I still get people writing to me to say they don't understand about the phenomenon I mused on here and other places, and later decided to dub linguification. Why not (they ask me) simply classify Daniel Gilbert's turn of phrase as simply an exaggeration? Well, I answer that here ). But encouragingly, a number of people have cottoned on to what I'm talking about, and have sent me new cases of linguifying. Here is one from from Jonathan Lundell:
The bus continued its extended left turn toward Santo Fico's newest building--the Palazzo Urbano. Built before the turn of the century to house all the government offices, the faded two-story palazzo now stood empty and in disrepair. Most of the windows were locked and shuttered and apparently nobody had even mentioned the word paint in its presence for many years.
[from The Miracles of Santo Fico, by Dennis L. Smith]
The underlying claim: that the palazzo had not been repainted in many years, and was in sufficiently bad repair that one could imagine that no one had even so much as planned or considered any repair or painting work on it. But of course, for anyone interested in carrying out some refurbishment on the palazzo, mentioning the word paint on site is neither necessary (you could do your planning elsewhere and then send painters round) nor sufficient (mentioning the word paint over and over again while standing in the shadow of the palazzo would accomplish nothing). The underlying claim has been linguified. (Notice, this is a case where the linguified claim might well be true: perhaps no one had done any painting and no one had done any talking either. Perhaps nobody had been anywhere near the empty Palazzo Urbano for years. As I defined it (here), linguification often involves shifting from a possibly true claim to a definitely false one, but not always.)
Ran Ari-Gur sent me this very clear case:
[...] when people are talking about me, the words 'computer' and 'savvy' are never in the same sentence... [from http://www11.brinkster.com/asij1993/News/UpdateSprFall00.asp]
The underlying claim: people don't refer to me as being computer savvy. But the linguification is again neither necessary nor sufficient. People could refer to someone as computer savvy without using either of those words at all ("He knows his way round the network, both hardware and software, whether it's Wintel or Mac or Linux, and he can fix things in the dark with one hand tied to his swivel chair"), and they can use the two words in the same sentence without attributing the property ("Jason may be savvy about a lot of things, like maybe masturbation and surfing, but computer savvy he ain't; he's a computational nincompoop").

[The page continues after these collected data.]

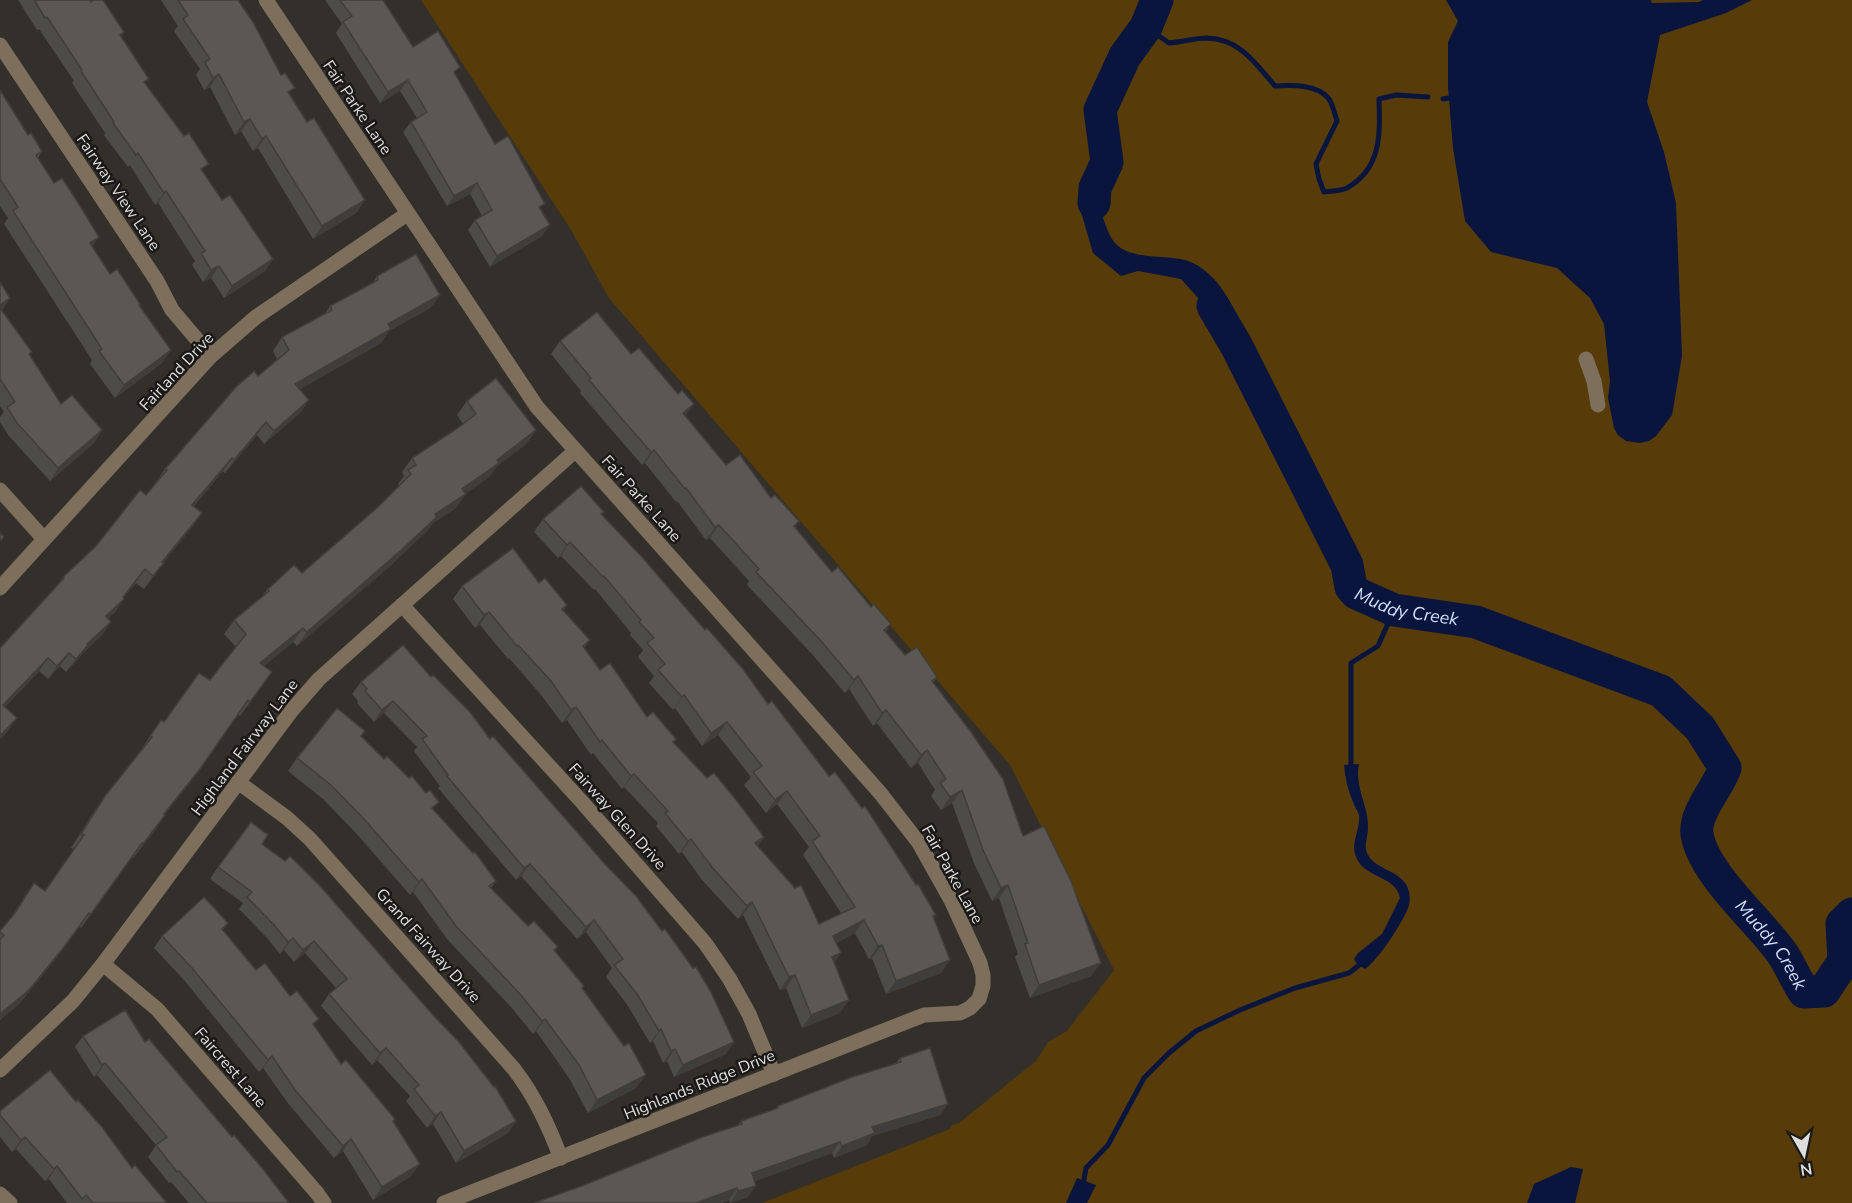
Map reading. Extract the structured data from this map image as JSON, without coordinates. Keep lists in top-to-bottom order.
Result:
{
  "streets": {
    "street": [
      "Fair Parke Lane",
      "Fairway View Lane",
      "Fairland Drive",
      "Highland Fairway Lane",
      "Fairway Glen Drive",
      "Grand Fairway Drive",
      "Faircrest Lane",
      "Highlands Ridge Drive"
    ]
  },
  "crossings": [
    ["Fair Parke Lane", "Fairland Drive"],
    ["Fair Parke Lane", "Highland Fairway Lane"],
    ["Fair Parke Lane", "Highlands Ridge Drive"],
    ["Fairway View Lane", "Fairland Drive"],
    ["Highland Fairway Lane", "Fairway Glen Drive"],
    ["Highland Fairway Lane", "Grand Fairway Drive"],
    ["Highland Fairway Lane", "Faircrest Lane"],
    ["Fairway Glen Drive", "Highlands Ridge Drive"],
    ["Grand Fairway Drive", "Highlands Ridge Drive"]
  ],
  "water": ["Muddy Creek"],
  "north": "bottom"
}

Lesley Graham sent me this one:
Millar is no angel - an arrogant, out-spoken man guilty of injecting EPO...but he's served a 2 year ban and while he may not have found humility he's certainly looked it up in the dictionary.
[from http://www.caledoniacalling.com/]
The underlying claim is that Millar may have modified his behavior very slightly in the direction running from extreme arrogance toward total humility. But the claim that he has looked humility up in a dictionary is a linguification (and doubtless false: even the most arrogant people there are — i.e., mathematical economists — know the word).
And Tom Phillips makes the very interesting point that the wonderful and much missed Douglas Adams (he of The Hitchhiker's Guide to the Galaxy) had not only spotted that there was something a little odd about linguified claims before the end of the Reagan administration, he had included a humorous undercutting of a linguification in his less well-known 1987 novel Dirk Gently's Holistic Detective Agency:
WFT-II was the only British software company that could be mentioned in the same sentence as such major U.S. companies as Microsoft or Lotus. The sentence would probably run along the lines of "WFT-II, unlike such major U.S. companies as Microsoft or Lotus ..." but it was a start.
Spot on, Douglas! And thanks, Jon and Ran and Lesley and Tom. You, like Rob Chametzky, get the point. This is not some already known figure of speech like hyperbole or metaphor or catachresis or synechdoche. It's a peculiar, and I suspect fairly modern, literary conceit. And to repeat myself, I simply don't see why people think it is a good idea. Are the above examples funny? Thought-provoking? Witty? Revealing? Poetic? Do they convey a point in some especially sharp, hit-the-nail-on-the-head way? Not as far as I can see. It is clear that many people think linguification is a great idea. I just don't see why.
By the way, I hesitate to put out another call for contributions here, but... What's the earliest linguification anyone can find? What can we find that is dated before 1987?